The second equation:
- [math]\displaystyle{ \mathbf{E}[X\mid Z]=\mathbf{E}[\mathbf{E}[X\mid Y,Z]\mid Z] }[/math]
is the same as the first one, restricted to a particular subspace. As the previous example, inaddition to the height [math]\displaystyle{ X }[/math] and the country [math]\displaystyle{ Y }[/math], let [math]\displaystyle{ Z }[/math] be the gender of the individual. Thus, [math]\displaystyle{ \mathbf{E}[X\mid Z] }[/math] is the average height of a human being of a given sex. Again, this can be computed either directly or on a country-by-country basis.
The third equation:
- [math]\displaystyle{ \mathbf{E}[\mathbf{E}[f(X)g(X,Y)\mid X]]=\mathbf{E}[f(X)\cdot \mathbf{E}[g(X,Y)\mid X]] }[/math].
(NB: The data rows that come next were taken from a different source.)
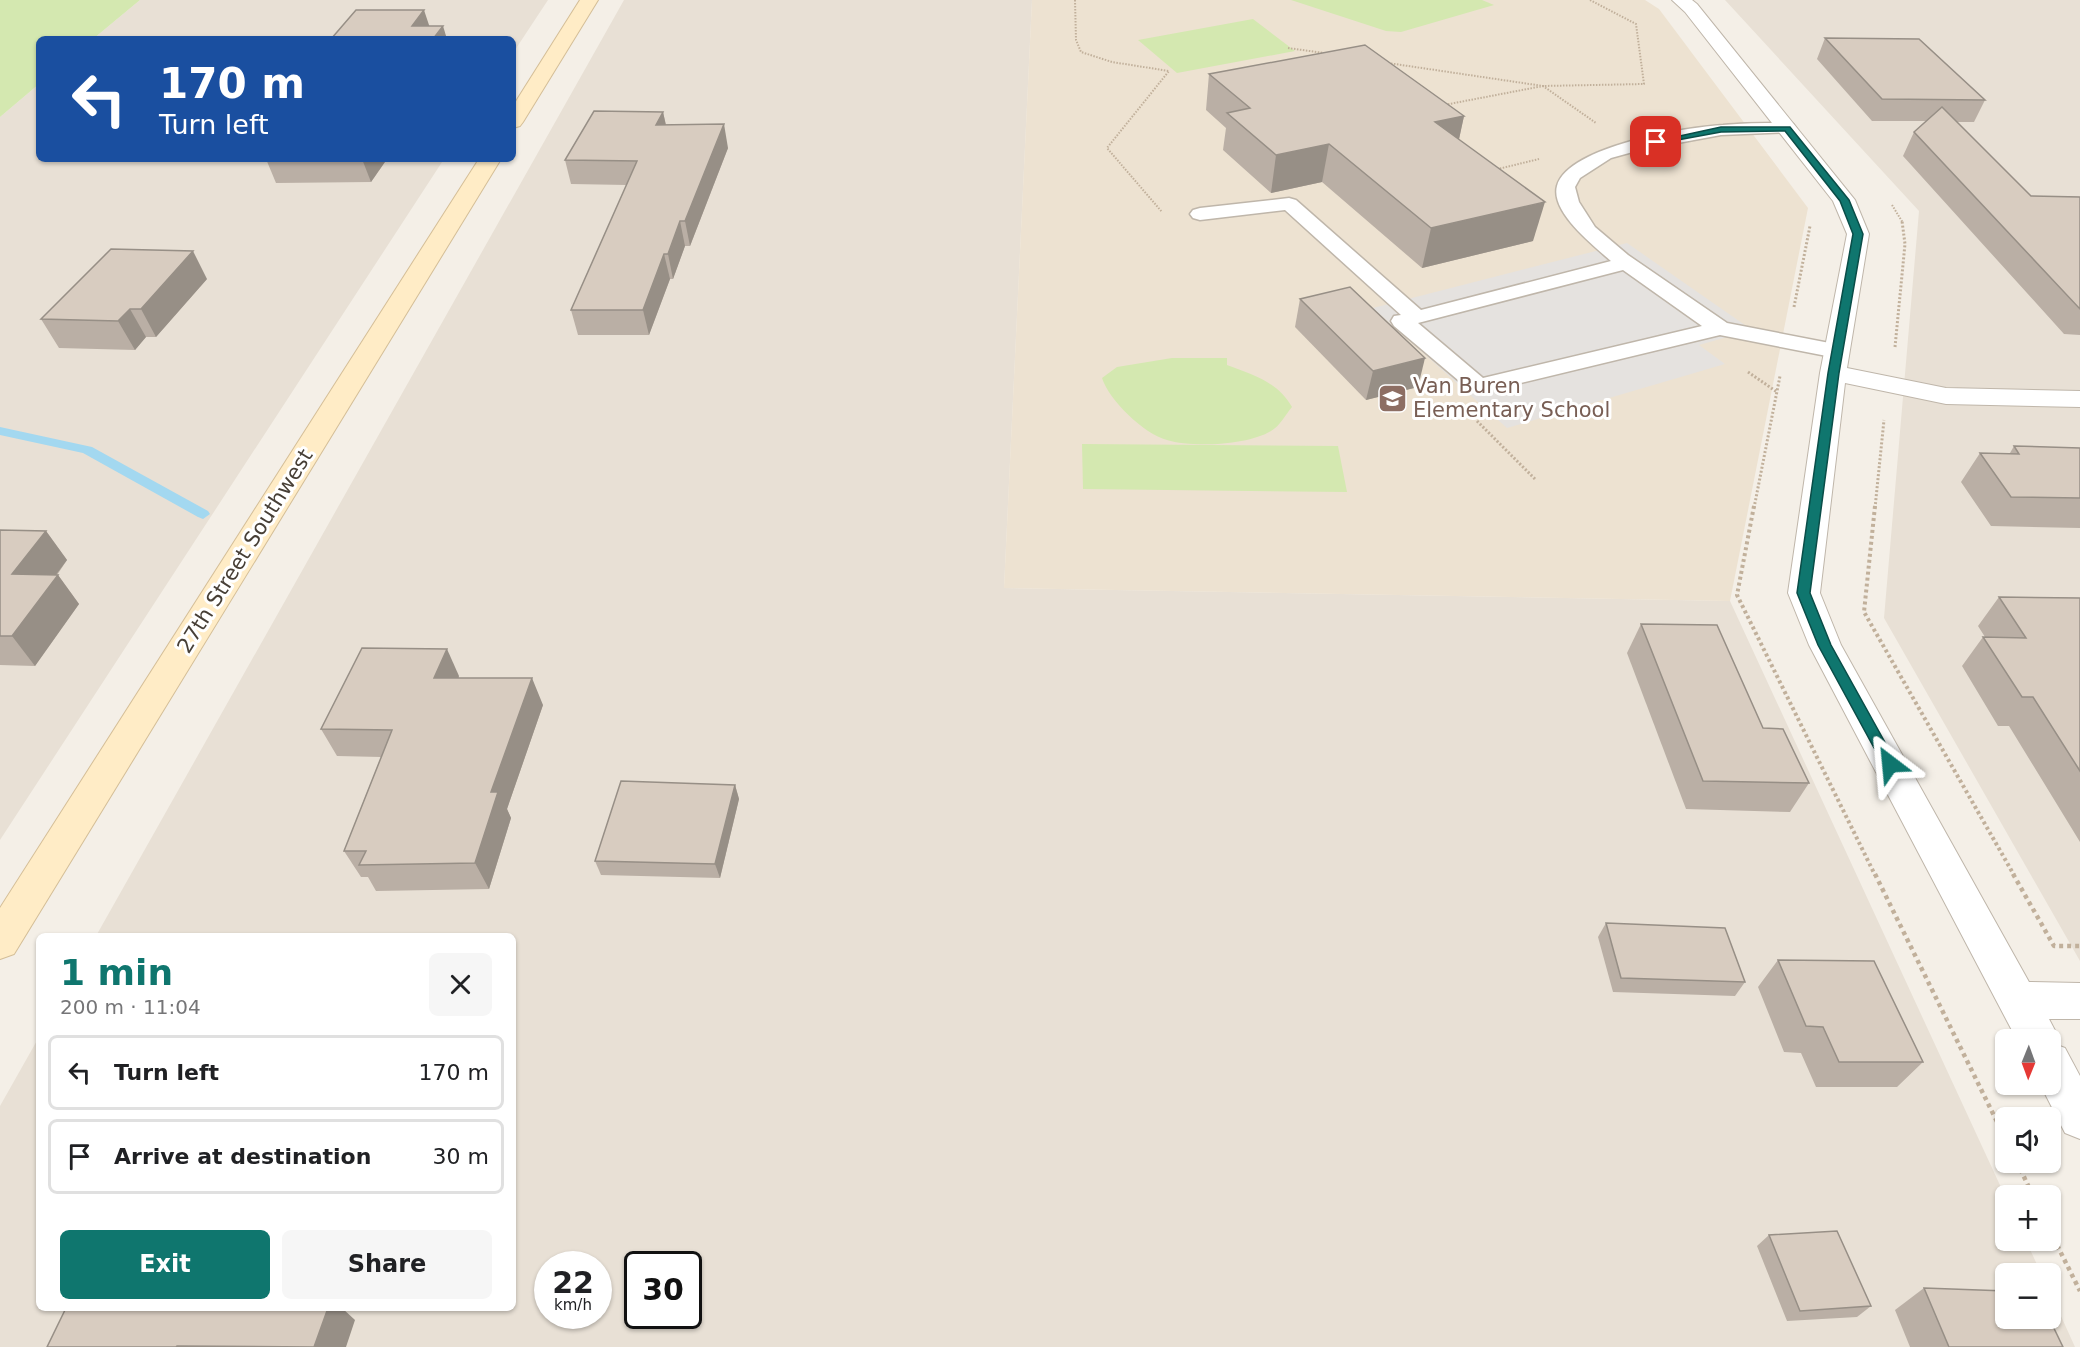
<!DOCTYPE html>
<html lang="en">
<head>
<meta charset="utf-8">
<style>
  :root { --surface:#fff; --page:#f6f6f6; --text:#202124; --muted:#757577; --line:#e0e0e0; --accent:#0f766e }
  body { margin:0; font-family:"DejaVu Sans",sans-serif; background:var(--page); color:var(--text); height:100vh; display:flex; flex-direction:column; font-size:22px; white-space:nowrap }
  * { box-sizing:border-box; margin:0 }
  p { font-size:20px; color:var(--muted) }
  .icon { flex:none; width:33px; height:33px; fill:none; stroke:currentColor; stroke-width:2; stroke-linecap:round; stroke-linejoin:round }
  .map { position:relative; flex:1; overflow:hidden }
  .panel { position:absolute; left:36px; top:933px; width:480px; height:378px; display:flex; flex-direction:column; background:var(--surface); border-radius:9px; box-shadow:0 2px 4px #0004 }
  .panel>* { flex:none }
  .guide { position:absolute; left:36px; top:36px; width:480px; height:126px; border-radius:9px; box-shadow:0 2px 4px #0004; background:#1a4fa0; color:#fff; overflow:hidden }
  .needle { width:39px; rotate:181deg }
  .fabs { position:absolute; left:1995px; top:1029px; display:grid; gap:12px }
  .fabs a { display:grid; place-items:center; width:66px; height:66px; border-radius:9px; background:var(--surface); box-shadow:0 2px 4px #0004; font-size:30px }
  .speed { position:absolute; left:534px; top:1251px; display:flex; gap:12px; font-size:30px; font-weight:700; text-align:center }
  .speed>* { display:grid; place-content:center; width:78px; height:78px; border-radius:50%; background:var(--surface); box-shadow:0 2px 4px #0004; line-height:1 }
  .speed small { font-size:15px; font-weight:400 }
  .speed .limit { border:3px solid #111; border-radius:9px; background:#fff; color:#111 }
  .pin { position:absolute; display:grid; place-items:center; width:51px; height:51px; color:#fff; margin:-26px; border-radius:12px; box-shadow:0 3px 9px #0006 }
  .me { position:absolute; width:66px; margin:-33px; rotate:331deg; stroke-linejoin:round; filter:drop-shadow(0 0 4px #0008) }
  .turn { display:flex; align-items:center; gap:21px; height:126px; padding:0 24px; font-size:27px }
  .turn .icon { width:78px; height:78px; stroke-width:2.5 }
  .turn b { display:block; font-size:42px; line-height:51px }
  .round { display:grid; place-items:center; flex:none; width:63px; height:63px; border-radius:9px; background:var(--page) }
  .summary { display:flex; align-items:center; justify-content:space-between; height:102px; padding:0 24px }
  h1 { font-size:36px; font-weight:600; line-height:45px; color:var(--accent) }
  .button { display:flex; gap:12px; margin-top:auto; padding:12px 24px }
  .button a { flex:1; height:69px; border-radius:9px; background:var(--accent); color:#fff; font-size:24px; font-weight:600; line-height:69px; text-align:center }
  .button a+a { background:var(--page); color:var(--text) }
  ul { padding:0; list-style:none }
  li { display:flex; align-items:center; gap:18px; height:75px; margin:0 12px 9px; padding:0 12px; border:3px solid var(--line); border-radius:9px }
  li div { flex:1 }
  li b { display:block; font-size:22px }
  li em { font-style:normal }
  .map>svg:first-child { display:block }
</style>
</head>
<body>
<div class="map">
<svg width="2080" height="1347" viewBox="0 0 2080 1347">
  <rect width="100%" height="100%" fill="#f4efe7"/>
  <g fill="#e8e0d5" fill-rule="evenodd">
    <polygon points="140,0 548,0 513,53 513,39 93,39"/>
    <path d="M624,0H1032L1004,588L1730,601L2005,1196L2006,1240L2026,1241L2041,1273L2006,1274V1318H2050L2051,1294L2075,1347H0V1106L39,1037V1308H513V936H96ZM548,1264H598V1316H548ZM638,1264H688V1316H638Z"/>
    <polygon points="1725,0 2080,0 2080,961 1884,618 1919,211"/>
    <polygon points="39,84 39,159 444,159 0,840 0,117"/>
  </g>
  <polygon fill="#ede2d1" points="1032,0 1645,0 1659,9 1808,208 1730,601 1004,588"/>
  <g fill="#d4e8b0">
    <polygon points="0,0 140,0 93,39 39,39 39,84 0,117"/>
    <polygon points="1291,0 1482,0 1494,5 1401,32 1386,31"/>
    <polygon points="1253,19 1295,51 1177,73 1138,40"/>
    <path d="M1172,358H1227V365C1253,375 1277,381 1292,407C1286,414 1280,426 1271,431C1248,445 1193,448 1167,440C1144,434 1109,400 1102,378L1117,367Z"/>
    <polygon points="1082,444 1338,446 1347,492 1083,489"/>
  </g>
  <polygon fill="#e5e2df" points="1627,243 1752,330 1699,345 1725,364 1507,428 1373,308"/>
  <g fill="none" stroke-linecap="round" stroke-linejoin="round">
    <polygon fill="#a3d8f0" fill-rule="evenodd" points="0,427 92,447 208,511 210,514 203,519 198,517 83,453 0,435"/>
    <defs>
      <path id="lane" d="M1787,123L1793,124L1796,128L1793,132L1721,135L1640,150L1611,158L1580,178L1575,187L1579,202L1595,227L1628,255L1727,323L1845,346L1848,351L1845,356L1837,358L1720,335L1479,393L1471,391L1394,326L1391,321L1394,316L1401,315L1285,210L1200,220L1193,218L1190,214L1193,210L1200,208L1289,198L1296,200L1421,310L1611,261C1594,246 1550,212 1557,186C1568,146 1687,127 1723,125C1744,123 1766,123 1787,123ZM1623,270L1702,326L1483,378L1418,323Z"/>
      <polygon id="street" points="1672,0 1692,0 1697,4 1855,200 1869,234 1847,368 1946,388 2080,391 2080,407 1946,404 1845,383 1820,593 1841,645 2029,982 2080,983 2080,1019 2049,1019 2060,1040 2057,1045 2065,1048 2080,1076 2080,1139 2065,1133 2040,1084 2050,1084 2050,1040 2017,1040 1809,645 1788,593 1820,373 1847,234 1833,201 1685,12"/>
      <g id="secondary">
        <polygon points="580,0 598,0 523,122 520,126 513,128 513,106"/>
        <polygon points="479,159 501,159 14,954 0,959 0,908"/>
      </g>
    </defs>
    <use href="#lane" stroke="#bfb6aa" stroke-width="3"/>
    <use href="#street" stroke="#bfb6aa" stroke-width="2"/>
    <use href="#secondary" stroke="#d4be97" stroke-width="2"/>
    <g stroke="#c1b09b" stroke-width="2" stroke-dasharray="1.5 1.5" stroke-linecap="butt">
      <polyline points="1075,0 1076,40 1081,52 1112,62 1169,71 1107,148 1162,212"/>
      <polyline points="1590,0 1636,24 1644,84 1543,86 1596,123"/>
      <polyline points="1288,48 1324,53"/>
      <polyline points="1388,63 1543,86 1444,105"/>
      <polyline points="1494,170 1539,159"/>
      <polyline points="1892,205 1903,223"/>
    </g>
    <g stroke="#c1b09b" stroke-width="3" stroke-dasharray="2 2" stroke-linecap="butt">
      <polyline points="1794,307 1810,226"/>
      <polyline points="1895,347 1905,244 1902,221"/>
      <polyline points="1748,372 1777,392"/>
      <polyline points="1477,421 1535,479"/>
      <polyline points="1754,508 1780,376"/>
      <polyline points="1875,508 1884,420"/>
    </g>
    <g stroke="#c1b09b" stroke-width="4" stroke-dasharray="3 3" stroke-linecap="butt">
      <polyline points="1754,506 1737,595 1875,875"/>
      <polyline points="1875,506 1864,612 2014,875"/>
    </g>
    <g stroke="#c1b09b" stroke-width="4.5" stroke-dasharray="4 4" stroke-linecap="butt">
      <polyline points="1875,874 2006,1140"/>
      <polyline points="2013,874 2054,946 2080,946"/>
      <polyline points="2017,1162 2033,1196"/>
      <polyline points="2050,1231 2080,1291"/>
    </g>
    <use href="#lane" fill="#fff" fill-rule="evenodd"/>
    <use href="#street" fill="#fff" fill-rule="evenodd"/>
    <use href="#secondary" fill="#ffecc6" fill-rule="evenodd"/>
  </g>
  <g fill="#baafa5">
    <polygon points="1825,38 1985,100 1974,122 1957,122 2031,196 2080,197 2080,335 2064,334 1903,156 1914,132 1926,121 1872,121 1817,59"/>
    <polygon points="1209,74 1464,116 1459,139 1533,241 1422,268 1322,182 1271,193 1223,150 1226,128 1206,110"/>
    <polygon points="663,112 666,125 728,148 690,246 685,246 673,279 670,279 649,335 578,335 571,310 627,185 571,184 565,160"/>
    <polygon points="266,159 387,159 371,182 276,183"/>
    <polygon points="207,279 156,337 146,337 135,350 59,348 41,319"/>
    <polygon points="1300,299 1418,387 1366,400 1295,327"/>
    <polygon points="2014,446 2080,448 2080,528 1991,526 1961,482 1980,453 2010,453"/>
    <polygon points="0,530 46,531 67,560 57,575 58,575 79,604 35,666 0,665"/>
    <polygon points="1999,597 2080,598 2080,842 2009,726 1998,726 1962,666 1983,637 1985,637 1978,626"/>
    <polygon points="1641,624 1763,728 1809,783 1790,812 1686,809 1627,653"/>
    <polygon points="459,676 459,678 543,705 507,809 511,818 489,889 376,891 368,877 361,877 344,851 381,757 337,756 321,729"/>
    <polygon points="735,785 739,799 720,878 601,875 595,861"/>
    <polygon points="1606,923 1745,982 1735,996 1613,992 1598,937"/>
    <polygon points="1778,960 1923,1062 1897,1087 1816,1087 1801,1053 1784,1052 1758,987"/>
    <polygon points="1769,1235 1871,1306 1857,1317 1787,1321 1757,1246"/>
    <polygon points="1924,1288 2063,1347 1910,1347 1895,1310"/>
  </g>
  <g fill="#978f86">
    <polygon points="424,10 432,34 412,26"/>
    <polygon points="443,26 447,39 433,39"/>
    <polygon points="663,112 668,135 656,125"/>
    <polygon points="1464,116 1456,153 1435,122"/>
    <polygon points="724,124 728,148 690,246 685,221"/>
    <polygon points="1329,144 1322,182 1271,193 1276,155"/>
    <polygon points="362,159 387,159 371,182"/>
    <polygon points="1545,202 1533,241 1422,268 1431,228"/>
    <polygon points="680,221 685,246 673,279 668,254"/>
    <polygon points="193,251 207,279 156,337 141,309"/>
    <polygon points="664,254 670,279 649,335 643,310"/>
    <polygon points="130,309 146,337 135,350 118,321"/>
    <polygon points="1425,358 1418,387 1366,400 1373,371"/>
    <polygon points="46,531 67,560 35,603 12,574"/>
    <polygon points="58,575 79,604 35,666 12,636"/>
    <polygon points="447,649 459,676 447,705 434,678"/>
    <polygon points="532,678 543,705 507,809 511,818 489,889 475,863 491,792"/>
    <polygon points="735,785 739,799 720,878 715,864"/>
    <polygon points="328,1308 342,1308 355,1320 346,1347 314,1347"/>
  </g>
  <g fill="#d8ccc0" stroke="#978f86" stroke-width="1.5">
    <polygon points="356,10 424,10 412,26 443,26 433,39 331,39"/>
    <polygon points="1825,38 1919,39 1985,100 1882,99"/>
    <polygon points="1365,45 1464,116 1435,122 1545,202 1431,228 1329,144 1276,155 1227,113 1250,108 1209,74"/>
    <polygon points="1942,107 2031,196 2080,197 2080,309 1914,132"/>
    <polygon points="594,111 663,112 656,125 724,124 685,221 680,221 668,254 664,254 643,310 571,310 637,161 565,160"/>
    <polygon points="111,249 193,251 141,309 130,309 118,321 41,319"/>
    <polygon points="1350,287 1425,358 1373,371 1300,299"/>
    <polygon points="2014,446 2080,448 2080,498 2011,497 1980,453 2019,454"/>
    <polygon points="0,530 46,531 12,574 58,575 12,636 0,636"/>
    <polygon points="1999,597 2080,598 2080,771 2033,697 2022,697 1983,637 2026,638"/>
    <polygon points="1641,624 1717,625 1763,728 1783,729 1809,783 1703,781"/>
    <polygon points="362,648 447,649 434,678 532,678 491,792 498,792 475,863 359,865 366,851 344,851 392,730 321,729"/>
    <polygon points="621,781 735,785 715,864 595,861"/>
    <polygon points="1606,923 1725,928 1745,982 1621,978"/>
    <polygon points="1778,960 1874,961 1923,1062 1839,1062 1823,1027 1806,1026"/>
    <polygon points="1837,1231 1871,1306 1800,1311 1769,1235"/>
    <polygon points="1924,1288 2006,1291 2006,1318 2049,1318 2063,1347 1949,1347"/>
    <polygon points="66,1308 328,1308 314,1347 177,1346 176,1347 47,1347"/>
  </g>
  <polygon fill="#0f766e" stroke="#0a4d48" stroke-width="1.5" points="1721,127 1790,127 1849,200 1863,234 1839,373 1810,593 1831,645 1897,764 1895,768 1885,768 1818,645 1797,593 1828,373 1853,234 1840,201 1785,131 1721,132 1656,144 1652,142"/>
  <defs>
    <symbol id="school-square" viewBox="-11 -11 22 22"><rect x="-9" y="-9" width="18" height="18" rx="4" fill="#8d6e63" stroke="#fff"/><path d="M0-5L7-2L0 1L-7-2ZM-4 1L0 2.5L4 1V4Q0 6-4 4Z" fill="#fff"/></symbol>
  </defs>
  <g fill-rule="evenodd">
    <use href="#school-square" x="1376" y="382" width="33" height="33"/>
  </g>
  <g text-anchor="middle" stroke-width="6" stroke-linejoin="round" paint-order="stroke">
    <g font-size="21" fill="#785e54" stroke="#fff" text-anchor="start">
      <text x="1413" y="393">Van Buren<tspan x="1413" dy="24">Elementary School</tspan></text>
    </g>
    <g font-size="21" fill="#473f36" stroke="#fff">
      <text transform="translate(245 551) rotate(-58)" y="7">27th Street Southwest</text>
    </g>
  </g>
</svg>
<div class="fabs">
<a><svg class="needle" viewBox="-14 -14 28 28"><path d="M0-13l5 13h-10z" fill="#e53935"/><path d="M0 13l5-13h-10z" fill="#757577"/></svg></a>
<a><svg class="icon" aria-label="sound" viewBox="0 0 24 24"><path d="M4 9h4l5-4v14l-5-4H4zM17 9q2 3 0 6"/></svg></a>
<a>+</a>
<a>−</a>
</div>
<div class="speed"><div>22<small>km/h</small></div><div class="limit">30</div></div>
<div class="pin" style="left:1656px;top:142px;background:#d93025"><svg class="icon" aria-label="arrive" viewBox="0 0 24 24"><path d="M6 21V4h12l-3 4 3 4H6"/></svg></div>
<svg class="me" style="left:1890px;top:764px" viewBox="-20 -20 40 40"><path d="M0-17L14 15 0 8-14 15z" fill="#0f766e" stroke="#fff" stroke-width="4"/></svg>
<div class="guide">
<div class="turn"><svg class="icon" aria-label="left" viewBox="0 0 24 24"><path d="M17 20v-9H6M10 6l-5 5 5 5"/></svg><div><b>170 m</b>Turn left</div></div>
</div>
<section class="panel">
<div class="summary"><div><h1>1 min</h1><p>200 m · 11:04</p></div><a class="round"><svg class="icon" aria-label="close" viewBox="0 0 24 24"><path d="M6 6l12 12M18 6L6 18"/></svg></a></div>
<ul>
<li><svg class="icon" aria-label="left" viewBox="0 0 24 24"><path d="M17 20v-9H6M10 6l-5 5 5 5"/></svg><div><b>Turn left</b></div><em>170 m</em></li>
<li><svg class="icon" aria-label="arrive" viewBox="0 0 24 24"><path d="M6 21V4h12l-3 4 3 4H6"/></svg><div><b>Arrive at destination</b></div><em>30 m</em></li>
</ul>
<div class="button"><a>Exit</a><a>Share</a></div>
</section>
</div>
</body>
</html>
looks obscure at the first glance, especially when considering that [math]\displaystyle{ X }[/math] and [math]\displaystyle{ Y }[/math] are not necessarily independent. Nevertheless, the equation follows the simple fact that conditioning on any [math]\displaystyle{ X=a }[/math], the function value [math]\displaystyle{ f(X)=f(a) }[/math] becomes a constant, thus can be safely taken outside the expectation due to the linearity of expectation. For any value [math]\displaystyle{ X=a }[/math],
- [math]\displaystyle{ \mathbf{E}[f(X)g(X,Y)\mid X=a]=\mathbf{E}[f(a)g(X,Y)\mid X=a]=f(a)\cdot \mathbf{E}[g(X,Y)\mid X=a]. }[/math]
The proposition holds in more general cases when [math]\displaystyle{ X, Y }[/math] and [math]\displaystyle{ Z }[/math] are a sequence of random variables.